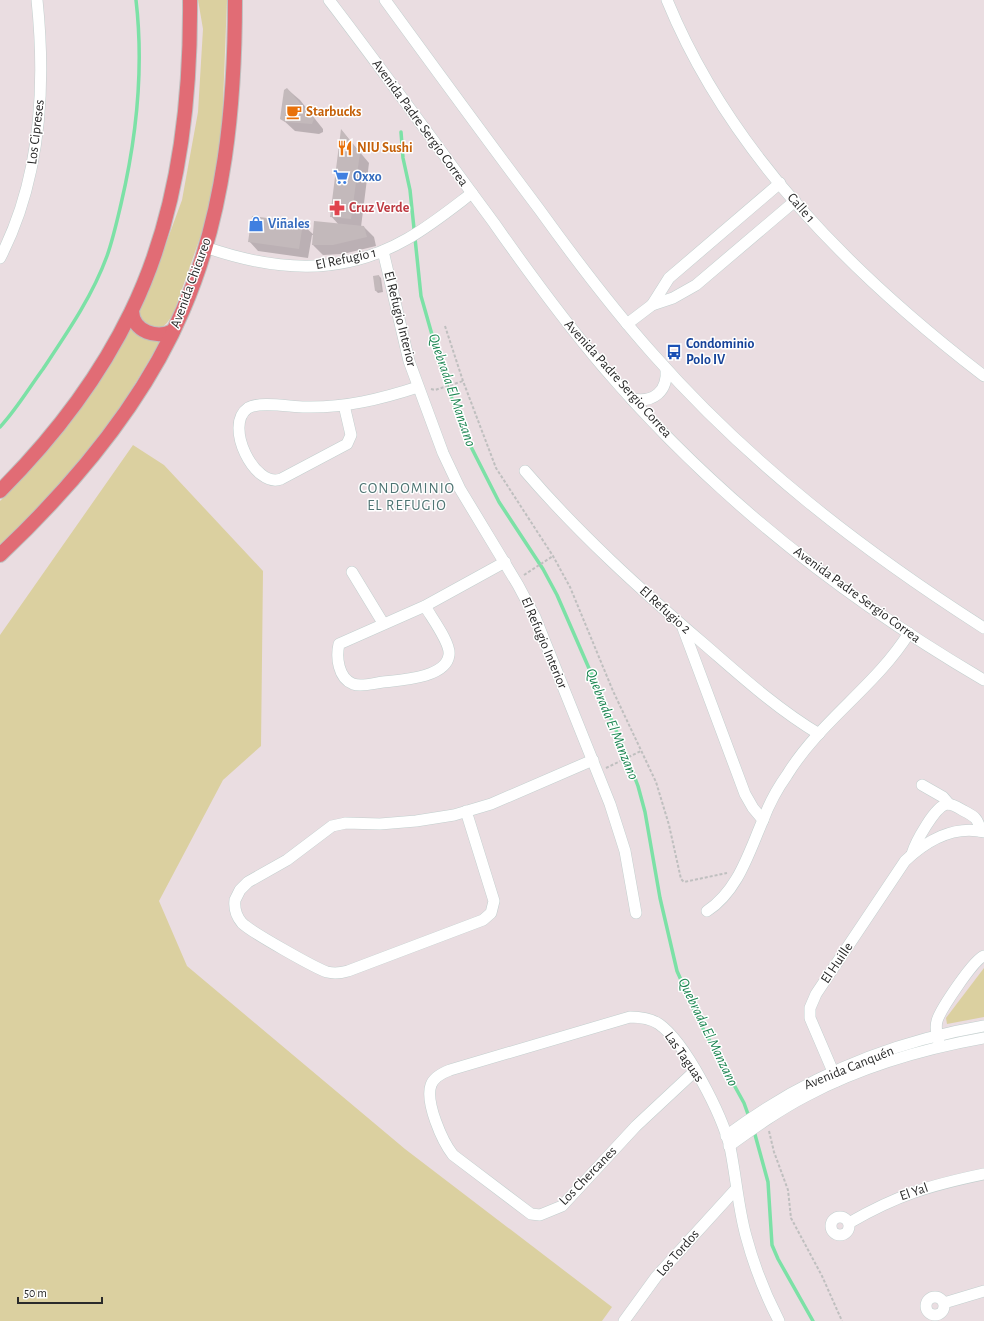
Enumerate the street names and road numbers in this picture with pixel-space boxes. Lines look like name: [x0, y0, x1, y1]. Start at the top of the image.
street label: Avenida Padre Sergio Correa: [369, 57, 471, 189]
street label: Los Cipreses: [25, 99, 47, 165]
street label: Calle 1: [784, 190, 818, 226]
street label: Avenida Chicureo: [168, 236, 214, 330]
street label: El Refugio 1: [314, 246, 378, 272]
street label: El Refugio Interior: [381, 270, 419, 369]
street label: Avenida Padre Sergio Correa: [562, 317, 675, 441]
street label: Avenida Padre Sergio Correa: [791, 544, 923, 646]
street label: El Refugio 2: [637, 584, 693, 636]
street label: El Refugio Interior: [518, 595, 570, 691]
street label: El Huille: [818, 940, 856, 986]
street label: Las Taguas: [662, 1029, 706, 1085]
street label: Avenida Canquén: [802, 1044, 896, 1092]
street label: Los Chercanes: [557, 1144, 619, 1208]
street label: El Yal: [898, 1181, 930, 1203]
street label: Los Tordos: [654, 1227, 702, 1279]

++++++

> [What the task asks] The records above, minus their pictures, are to be returned verbatim.

> [Response area]
Enumerate the street names and road numbers in this picture with pixel-space boxes. Lines look like name: [x0, y0, x1, y1]. Start at the top of the image.
street label: Avenida Padre Sergio Correa: [369, 57, 471, 189]
street label: Los Cipreses: [25, 99, 47, 165]
street label: Calle 1: [784, 190, 818, 226]
street label: Avenida Chicureo: [168, 236, 214, 330]
street label: El Refugio 1: [314, 246, 378, 272]
street label: El Refugio Interior: [381, 270, 419, 369]
street label: Avenida Padre Sergio Correa: [562, 317, 675, 441]
street label: Avenida Padre Sergio Correa: [791, 544, 923, 646]
street label: El Refugio 2: [637, 584, 693, 636]
street label: El Refugio Interior: [518, 595, 570, 691]
street label: El Huille: [818, 940, 856, 986]
street label: Las Taguas: [662, 1029, 706, 1085]
street label: Avenida Canquén: [802, 1044, 896, 1092]
street label: Los Chercanes: [557, 1144, 619, 1208]
street label: El Yal: [898, 1181, 930, 1203]
street label: Los Tordos: [654, 1227, 702, 1279]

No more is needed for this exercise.